How many lines of these entries include the string "linecap"? State the number alone.

——

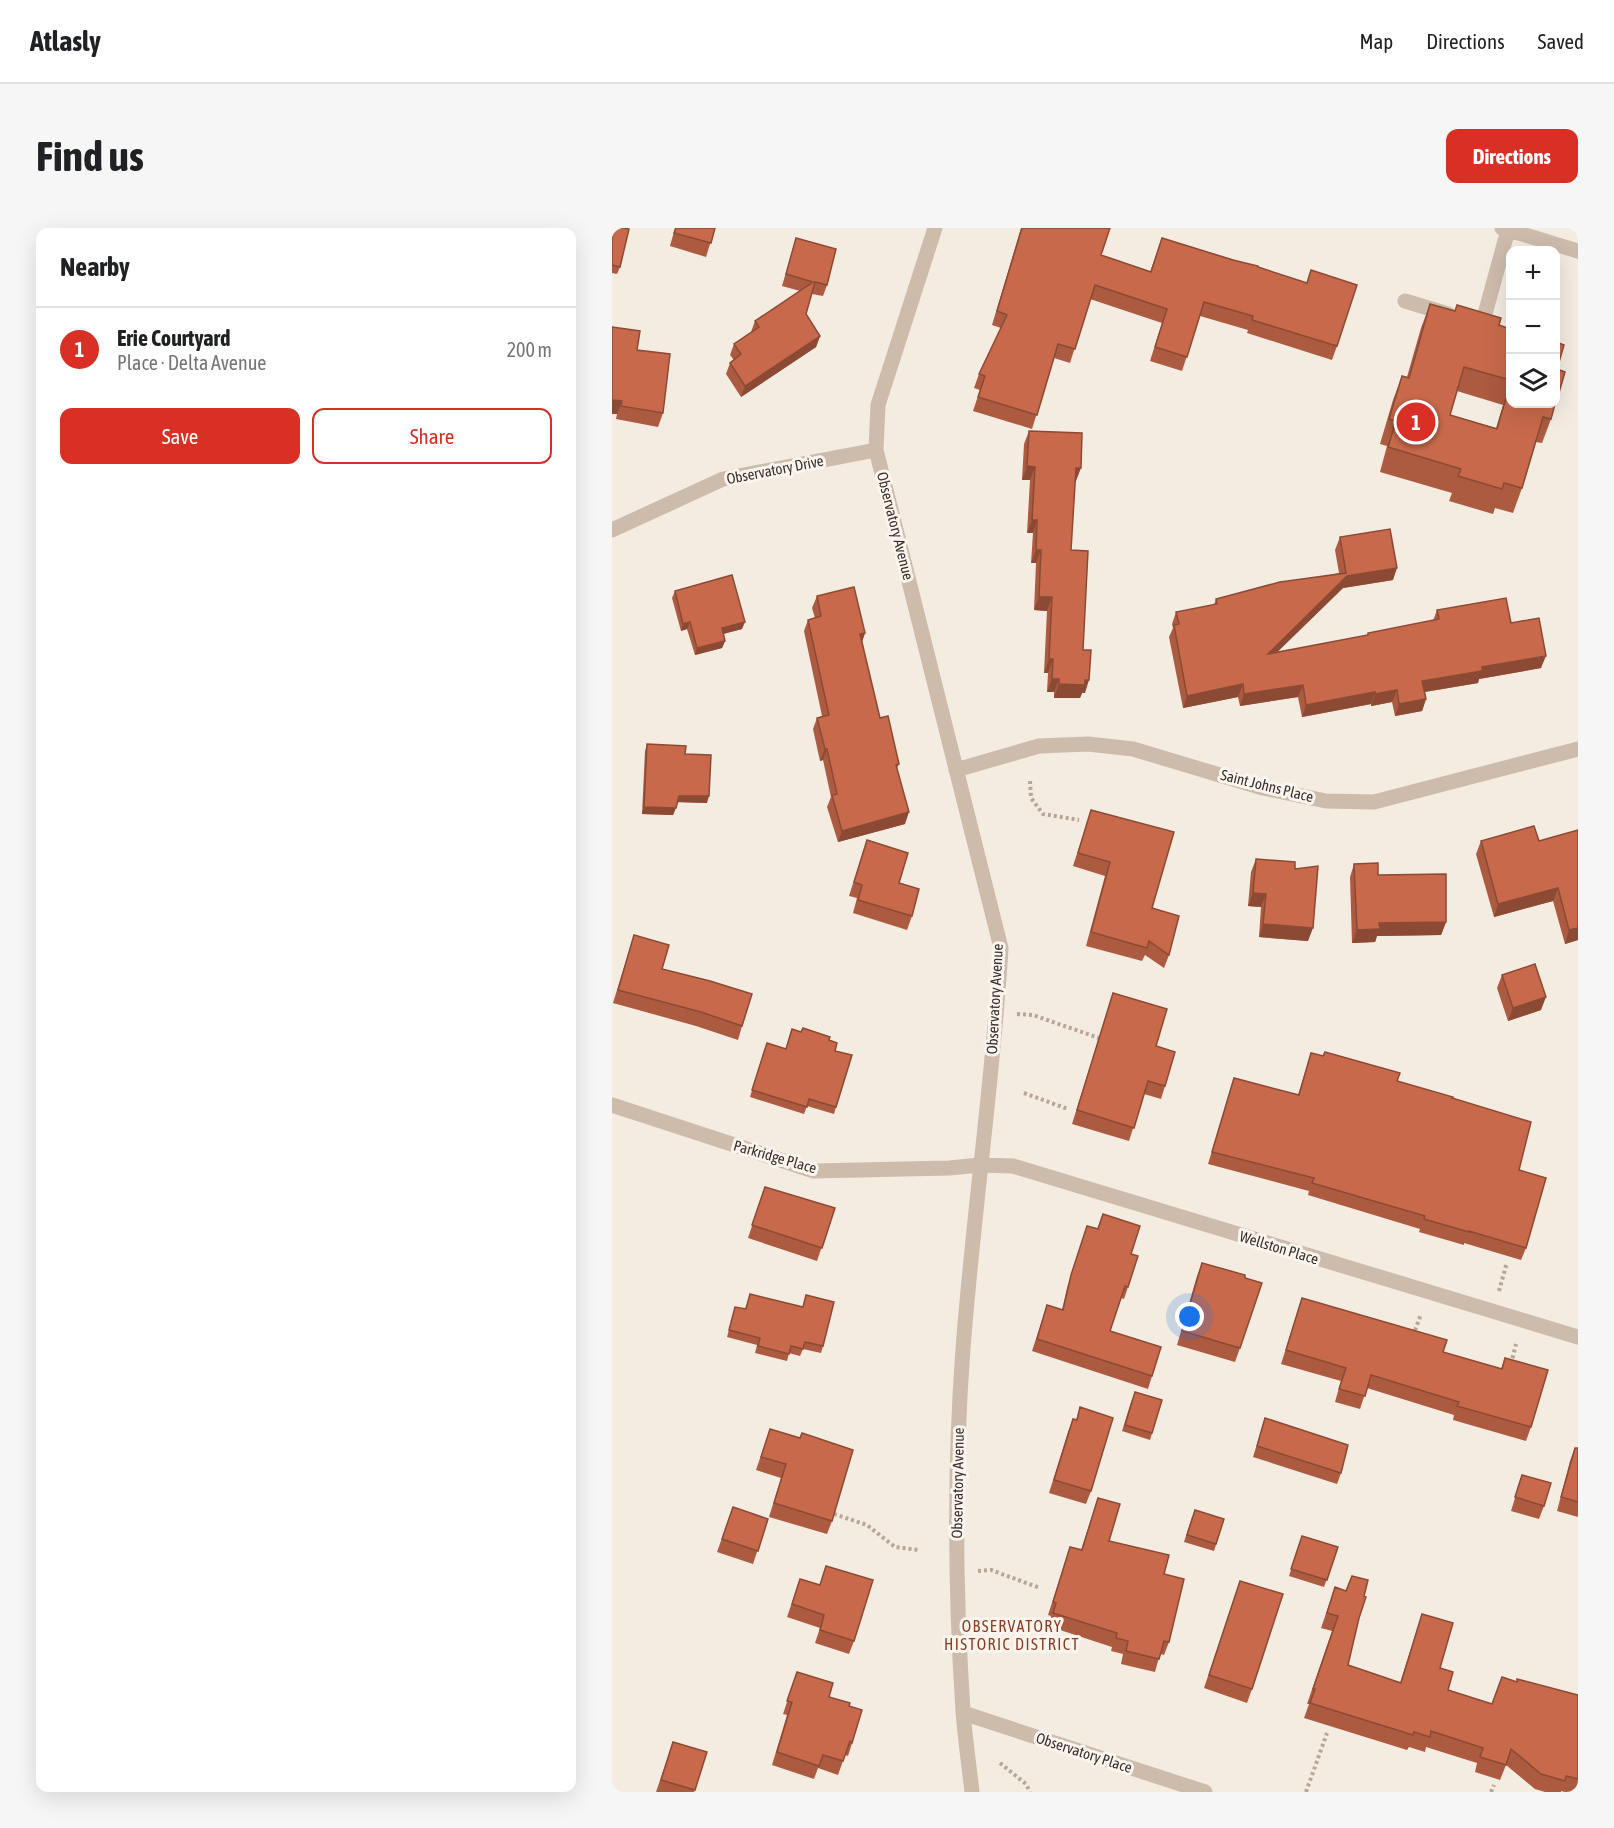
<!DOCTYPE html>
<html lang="en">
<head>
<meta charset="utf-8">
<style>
	:root { --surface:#fff; --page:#f6f6f6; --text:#202124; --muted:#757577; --line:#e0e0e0; --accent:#d93025 }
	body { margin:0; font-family:"Asap Condensed",sans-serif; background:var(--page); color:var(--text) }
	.controls { position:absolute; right:18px; top:18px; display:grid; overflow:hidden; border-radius:12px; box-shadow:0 6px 24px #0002 }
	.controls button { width:54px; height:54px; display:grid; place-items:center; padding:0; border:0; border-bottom:2px solid var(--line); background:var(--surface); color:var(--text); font:30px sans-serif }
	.you { position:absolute; left:578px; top:1089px; width:21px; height:21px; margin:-15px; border:4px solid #fff; border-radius:50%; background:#1a73e8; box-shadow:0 0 0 9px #1a73e833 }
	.badge { display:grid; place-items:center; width:39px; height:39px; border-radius:50%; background:var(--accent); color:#fff; font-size:20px; font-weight:700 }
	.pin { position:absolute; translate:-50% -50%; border:3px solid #fff; box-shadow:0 2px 6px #0006 }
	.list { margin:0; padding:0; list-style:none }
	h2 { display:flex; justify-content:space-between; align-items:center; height:78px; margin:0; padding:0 24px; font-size:26px }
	h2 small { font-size:20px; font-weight:400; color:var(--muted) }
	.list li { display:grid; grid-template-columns:39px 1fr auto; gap:18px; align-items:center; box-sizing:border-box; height:84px; padding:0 24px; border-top:2px solid var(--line) }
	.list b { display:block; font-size:22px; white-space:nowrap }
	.list p { margin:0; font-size:20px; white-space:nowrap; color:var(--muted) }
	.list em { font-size:20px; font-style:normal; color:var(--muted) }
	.actions { display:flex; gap:12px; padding:18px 24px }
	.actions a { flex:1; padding:14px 0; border:2px solid var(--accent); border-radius:12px; text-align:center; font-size:21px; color:var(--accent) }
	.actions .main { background:var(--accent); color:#fff }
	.icon { flex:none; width:33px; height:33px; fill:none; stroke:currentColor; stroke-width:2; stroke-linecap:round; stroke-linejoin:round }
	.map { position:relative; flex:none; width:966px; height:1564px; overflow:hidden; border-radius:12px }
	header { display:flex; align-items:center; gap:36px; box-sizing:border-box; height:84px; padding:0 30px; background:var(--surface); border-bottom:2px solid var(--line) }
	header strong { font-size:28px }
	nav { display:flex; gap:33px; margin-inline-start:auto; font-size:21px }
	.intro { display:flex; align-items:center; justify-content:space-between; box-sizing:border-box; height:144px; padding:0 36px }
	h1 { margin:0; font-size:42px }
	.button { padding:15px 27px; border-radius:12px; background:var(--accent); color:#fff; font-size:21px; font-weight:700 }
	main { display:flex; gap:36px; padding:0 36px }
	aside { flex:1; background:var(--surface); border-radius:12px; box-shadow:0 6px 24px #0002 }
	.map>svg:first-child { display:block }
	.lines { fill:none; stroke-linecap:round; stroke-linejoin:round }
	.path { stroke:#b9a596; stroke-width:4; stroke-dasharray:3 3; stroke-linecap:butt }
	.minor { stroke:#cdbbac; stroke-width:15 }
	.wall { fill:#ac5a40; fill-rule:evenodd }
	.shaded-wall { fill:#8c4a34 }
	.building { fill:#c8694b; stroke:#8c4a34; stroke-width:1.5 }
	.labels { text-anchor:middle; stroke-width:6; stroke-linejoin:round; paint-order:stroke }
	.street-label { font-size:15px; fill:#3b302b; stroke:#fbf5ee }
	.neighbourhood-label { font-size:16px; letter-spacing:1.5px; fill:#8c3b22; stroke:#fbf5ee }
</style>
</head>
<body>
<header>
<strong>Atlasly</strong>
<nav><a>Map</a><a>Directions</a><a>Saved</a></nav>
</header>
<div class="intro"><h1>Find us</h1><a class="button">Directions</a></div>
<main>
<aside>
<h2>Nearby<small></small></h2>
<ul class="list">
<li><span class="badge">1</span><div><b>Erie Courtyard</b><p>Place · Delta Avenue</p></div><em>200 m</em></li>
</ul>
<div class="actions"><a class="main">Save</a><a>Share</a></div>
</aside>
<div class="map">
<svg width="966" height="1564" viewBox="0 0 966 1564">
	<rect width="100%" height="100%" fill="#f4ebe1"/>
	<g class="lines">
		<!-- path -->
		<path class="path" d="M418,553l1,17 12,16 36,6
			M405,786l16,1 66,23
			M412,865l44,16
			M887,1063l8,-29
			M801,1108l8,-22
			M899,1136l5,-20
			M222,1286l33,11 28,22 24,3
			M366,1343l13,-1 49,18
			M388,1535l26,21 4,8
			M694,1564l21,-59
			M879,1564l3,-7"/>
		<!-- minor -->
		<path class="minor" d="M323,0l-57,177 -2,45 125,498c-8,134 -28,267 -38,401 -9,120 -8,241 0,362 2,27 6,54 9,81
			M890,0l76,23
			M793,73l43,13
			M870,97l26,-95
			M0,302l111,-51 153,-29
			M344,542l83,-24 49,-2 45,5 130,39 63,13 48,1 204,-53
			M0,877l202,66 135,-3 31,-3 33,1 565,171
			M351,1485l242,79"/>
	</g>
	<!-- wall -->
	<path class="wall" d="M0,0l8,39 -3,7 -5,-1z
		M63,0h40l-9,29 -36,-11z
		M409,0h89l-9,27 49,17 12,-34 96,29 79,79 -5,14 -85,-27 1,-3 -48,-14 -18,55 -32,-10 12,-38 -72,-24 -20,64 -16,-5 -22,71 -59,-18 7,-21 -6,-2 5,-14 22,-46 -9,-3z
		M184,10l31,47 -4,11 -11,-2 -6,20 14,22 -4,11 -75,50 -15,-23 4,-11 4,-3 -4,-5 4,-11 17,-12 4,-11 45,-30 -18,-5z
		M818,76l80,25v75l41,15 -9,24 -6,-1 -14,46 -9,25 -18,-5 -2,6 -44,-13 3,-8 -72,-21 7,-26 -7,-2 13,-44 9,-24 5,1 14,-49zM845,163l46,14 -7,23 -46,-13z
		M0,99l25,23 26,63 -5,14 -42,-8 1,-5h-5z
		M417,203l47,50h-1l-4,69 12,100 2,43h-3l-2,5h-26v-6h-7l1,-19h-4l3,-62 -13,-1 2,-47h-5l2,-30h-6l3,-53h-8l2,-36z
		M728,309l53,43 -50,8 -66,64 90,-16 1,-3 65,-12 4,-11 74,13 30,45 -62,11 -1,4 -53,9 1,7 -4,12 -27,5 -3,-14 -21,4v-2l-69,13 -4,-20 -58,9 -2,-9 -55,11 -14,-71 4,-9 -1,-4 4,-12 38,-7 2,-6 123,-26 -4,-23z
		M63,363l67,38 -19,5 2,7 -3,7 -27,7 -8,-26 -6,2 -9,-33z
		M205,368l48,37 -3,8 18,77 19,46 -2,4 8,56 -67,18 -11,-35 4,-10 -8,-37 -3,1 -7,-32 4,-11 5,-2 -18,-85 4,-11 7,-2 -3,-10z
		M35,516l38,10 22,49 -30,-1 -4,13 -31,-1 3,-63z
		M479,582l61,98 17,47 -5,13 -19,-13 -3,6 -56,-15 19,-70 -32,-10z
		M966,602v110l-13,4 -12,-43 -59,16 -18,-63 5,-13h58z
		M255,612l32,43 13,33 -5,14 -54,-17 4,-15 -8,-2z
		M644,631l39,10 13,72 -49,-4 2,-30 -13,-1 3,-34z
		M742,636l24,11 68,47 -5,13 -64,1 -2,6 -23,1 -2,-66z
		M22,707l28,34 80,57 -4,14 -42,-14 -83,-23z
		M890,747l39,35 -33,11 -11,-33z
		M501,765l43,53 9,40 -4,13 -17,-5 -15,47 -57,-17z
		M180,801l37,11 6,11 1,56 -2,7 -27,-8 -3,8 -54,-17 14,-47 22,-1z
		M699,825l141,45 67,72 7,78 -5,12 -57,-17v2l-45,-13 1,-3 -112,-34 1,-4 -101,-27 26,-86 64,17z
		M153,959l70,21 -18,53 -69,-23z
		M491,986l28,40 -3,33 -4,12 -3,-1 -11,33 42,45 -4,13 -116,-38 15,-46 15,5 5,-22 20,-62 10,3z
		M590,1035l38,85 -5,14 -58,-17 20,-69z
		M138,1066l53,13 3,-12 17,51 -2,7 -18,-4 -3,7 -11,-3 -2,8 -32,-8 2,-8 -30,-8 8,-30 10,2z
		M690,1070l141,54 58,17 4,-11 26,69 -5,14 -73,-21 1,-5 -87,-27 -7,21 -25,-7 6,-21 -60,-17z
		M520,1171l30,1 -12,40 -28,-9z
		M468,1179l11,84 -5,13 -37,-11 19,-61 5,-13 3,1z
		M653,1190l76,55 -4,11 -84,-27z
		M158,1201l62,92 -5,13 -58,-17 12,-39 -25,-8z
		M963,1220h3v69l-21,-6 13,-50z
		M910,1247l22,31 -5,13 -28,-8z
		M486,1270l11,43 55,33 5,68 -5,13 -4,-1 -5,18 -34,-8 2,-10 -12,-3 1,-4 -64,-21 3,-10 -3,-1 22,-68 11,3z
		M121,1279l35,12 -15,45 -36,-12z
		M580,1289l32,2 -10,32 -30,-9z
		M690,1308l36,11 -14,40 -35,-11z
		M214,1338l28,75 -5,13 -34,-11 5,-15 -33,-11 13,-38 20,6z
		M628,1353l12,108 -5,14 -43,-15z
		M723,1359l24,31 -11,47 52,18 22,-69 26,76 44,14 24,-22 62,13v97h-13l-4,-1v1h-16l-10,-3 -29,-24 -6,15 -25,-8 2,-9 -51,-16 -1,5 -16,-5 -2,3 -103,-32 5,-14h-2l25,-73 -11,-3z
		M185,1444l32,25 20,9 3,37 -4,13 -3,-1 -7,20 -20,-7 -4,11 -42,-14 15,-50 -4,-1z
		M61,1514l34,10 -13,40h-38z"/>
	<!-- shaded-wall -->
	<path class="shaded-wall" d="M208,108l-4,11 -75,50 4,-11z
		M0,172l10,1 -5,13h-5z
		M415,238l8,1 -5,13h-8z
		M464,240h5l-5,13h-5z
		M420,292h5l-4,13h-6z
		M424,322h5l-5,13h-5z
		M785,340l-4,12 -50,8 -80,78 5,-12 79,-78z
		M427,369h13l-5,14 -13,-1z
		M78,394l-3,7 -6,2 2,-7z
		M133,394l-3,7 -23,6 3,-7z
		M253,405l-4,12 -1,-11z
		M113,413l-3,7 -27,7 2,-7z
		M934,428l-5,12 -62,11 -1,4 -60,10 4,-12 60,-14z
		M437,431h4l-5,14h-4z
		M440,451h7l-5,13h-7z
		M473,452h4l-4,13h-3l-2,5h-26l5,-14z
		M631,456l-5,13 -55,11 4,-12z
		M691,457l-5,12 -58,9 4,-12z
		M785,462l-5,12 -21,4 4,-12z
		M763,464l-4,12 -69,13 4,-12z
		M814,471l-4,12 -27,5 4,-12z
		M213,521h2l-4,11 -3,1z
		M67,568h30l-2,7 -31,-1z
		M32,579l32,1 -3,7 -31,-1z
		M297,584l-4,12 -67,18 4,-11z
		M946,660l-5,13 -59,16 4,-13z
		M641,665l13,1 -5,13 -13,-1z
		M834,694l-5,13 -64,1 -2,6 -23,1 5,-13 22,-7z
		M651,696l50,4 -5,13 -49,-4z
		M966,700v12l-13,4 4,-14z
		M934,769l-5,13 -33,11 5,-13z"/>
	<!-- building -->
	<path class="building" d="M0,0h12l5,1 -9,38 -8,-2z
		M64,0h39l-4,15 -37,-10z
		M410,0h88l-9,27 50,17 11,-34 71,22 25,6v1l49,16 4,-13 46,15 -20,61 -85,-26 1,-4 -49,-14 -17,55 -32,-10 12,-38 -72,-24 -20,64 -17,-5 -21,71 -59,-18 7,-21 -6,-2 28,-59 -10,-4z
		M184,10l40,11 -9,36 -12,-3 -9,32 14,22 -75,50 -15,-23 11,-9 -7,-10 25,-17 -4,-6 58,-39 -27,-8z
		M818,76l25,7 2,-6 44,13 -2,7 11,4v51l-46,-13 -14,48 47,14 13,-45v20h45l-4,15 -8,-2 -21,71 -18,-5 -2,6 -44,-13 3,-7 -73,-22 8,-26 -7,-2 13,-43 7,2z
		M0,99l28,4 -3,19 33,4 -7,59 -42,-7 1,-5 -10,-1z
		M944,114l8,3 -7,24 8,3 -9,31z
		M417,203l53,2 -1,35h-5l-5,82 17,1 -5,99h8l-2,30h-4v5l-26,-1v-5h-7l1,-20h-4l3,-62h-13l2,-47h-5l1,-30h-5l3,-53 -8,-1z
		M778,301l7,39 -50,8 -79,78 100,-19v-2l71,-14 -2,-9 69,-12 5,25 28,-5 7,38 -64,11v4l-60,10 4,18 -27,5 -2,-14 -22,4v-2l-69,13 -3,-20 -59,9 -1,-10 -56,12 -13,-71 5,-1 -3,-12 41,-8 -1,-5 64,-17 66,-9 -6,-36z
		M120,347l13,47 -23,6 3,13 -28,7 -7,-26 -7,2 -8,-33z
		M242,359l11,46 -5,1 20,84 8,-2 11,48 -3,1 13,47 -67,19 -10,-36 5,-1 -10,-45h-2l-8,-31 12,-3 -21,-95 13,-4 -4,-20z
		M35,516l39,2 -1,8 26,1 -2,41h-30l-3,12 -32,-1z
		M479,582l83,22 -22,76 27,8 -10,39 -20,-14 -2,7 -56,-16 19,-70 -32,-9z
		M922,598l5,15 39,-11v98l-9,2 -11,-42 -60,16 -17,-63z
		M255,612l41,13 -9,30 20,6 -7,27 -54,-16 4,-15 -8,-3z
		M644,631l39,3v7l23,-3 -5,62 -50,-4 3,-30 -13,-1z
		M766,635v12l68,-1v48l-67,1 1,6 -23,1 -3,-66z
		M22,707l35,10 -7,24 48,12 42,13 -10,32 -41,-14 -83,-22z
		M923,736l11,33 -33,11 -11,-33z
		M501,765l54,16 -11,37 19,6 -10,34 -17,-5 -14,47 -57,-18z
		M191,800l27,9 -1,3 8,3 -2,8 17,4 -16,52 -27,-8 -2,8 -55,-17 15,-47 19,6 6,-20 9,3z
		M713,824l75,21 -3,8 56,16 -1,1 79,24 -12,48 27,8 -20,70 -57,-17v1l-45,-13 1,-3 -113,-33 2,-5 -102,-26 22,-74 65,17 12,-42 12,3z
		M153,959l70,21 -13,40 -70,-23z
		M491,986l37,12 -9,28 7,2 -10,31 -3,-1 -15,45 51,16 -9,29 -115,-37 10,-34 16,5 8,-35 16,-49 11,3z
		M590,1035l43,12v3l17,5 -22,65 -58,-17z
		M138,1066l53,13 3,-12 28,7 -11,44 -18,-4 -2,7 -12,-3 -2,8 -31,-8 2,-8 -31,-8 6,-23 11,2z
		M690,1070l145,42 -4,12 59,17 3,-11 43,12 -17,57 -74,-21 2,-4 -88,-27 -6,21 -26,-7 7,-21 -60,-18z
		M523,1164l27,8 -10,33 -27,-8z
		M468,1179l33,11 -22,73 -37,-11 19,-61 4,1z
		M653,1190l83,27 -7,28 -84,-27z
		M158,1201l30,9 2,-5 51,17 -21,71 -58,-18 12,-39 -25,-7z
		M963,1220h3v54l-17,-5z
		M910,1247l29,8 -7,23 -29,-9z
		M486,1270l22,6 -11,37 60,14 -5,19 20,5 -15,63 -5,-1 -5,18 -33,-8 2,-10 -12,-3 1,-5 -64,-20 3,-10 -3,-1 17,-55 12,3z
		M121,1279l35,12 -10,32 -36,-12z
		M583,1282l29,9 -8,25 -29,-9z
		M690,1308l36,11 -11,33 -36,-11z
		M214,1338l47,14 -19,61 -34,-11 4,-15 -32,-11 8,-25 20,6z
		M740,1348l16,4 -4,16 2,1 -7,21 -11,47 53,18 21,-69 31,9 -13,45 13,4 -5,18 44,14 10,-27 15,5v-3l61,16v84l-12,-3 -1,5 -24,-7 -30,-25 -5,16 -26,-8 3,-9 -52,-17 -1,6 -16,-5 -1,3 -103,-32 5,-14h-2l25,-73 -11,-3 8,-26 11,4z
		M628,1353l43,13 -31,95 -43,-14z
		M185,1444l36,11 -4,14 21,6 -1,3 13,4 -10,33 -2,-2 -7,20 -20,-6 -4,11 -42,-14 15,-50 -5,-1z
		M61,1514l34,10 -12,38 -34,-10z"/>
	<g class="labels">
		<!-- street labels -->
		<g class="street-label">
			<text transform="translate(163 242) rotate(-11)" y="5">Observatory Drive</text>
			<text transform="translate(283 298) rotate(76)" y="5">Observatory Avenue</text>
			<text transform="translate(655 558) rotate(14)" y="5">Saint Johns Place</text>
			<text transform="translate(383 771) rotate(-87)" y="5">Observatory Avenue</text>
			<text transform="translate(163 929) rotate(16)" y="5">Parkridge Place</text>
			<text transform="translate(667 1020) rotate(17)" y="5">Wellston Place</text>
			<text transform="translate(346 1255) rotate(-89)" y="5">Observatory Avenue</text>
			<text transform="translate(472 1525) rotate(18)" y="5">Observatory Place</text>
		</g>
		<!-- neighbourhood labels -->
		<g class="neighbourhood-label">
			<text x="400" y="1404">OBSERVATORY<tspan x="400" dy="18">HISTORIC DISTRICT</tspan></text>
		</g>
	</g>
</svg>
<div class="controls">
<button>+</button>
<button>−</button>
<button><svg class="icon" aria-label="layers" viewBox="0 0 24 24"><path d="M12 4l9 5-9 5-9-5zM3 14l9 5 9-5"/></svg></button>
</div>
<div class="you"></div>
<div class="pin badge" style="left:804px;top:194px">1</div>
</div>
</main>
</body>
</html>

——

ANSWER BOX:
3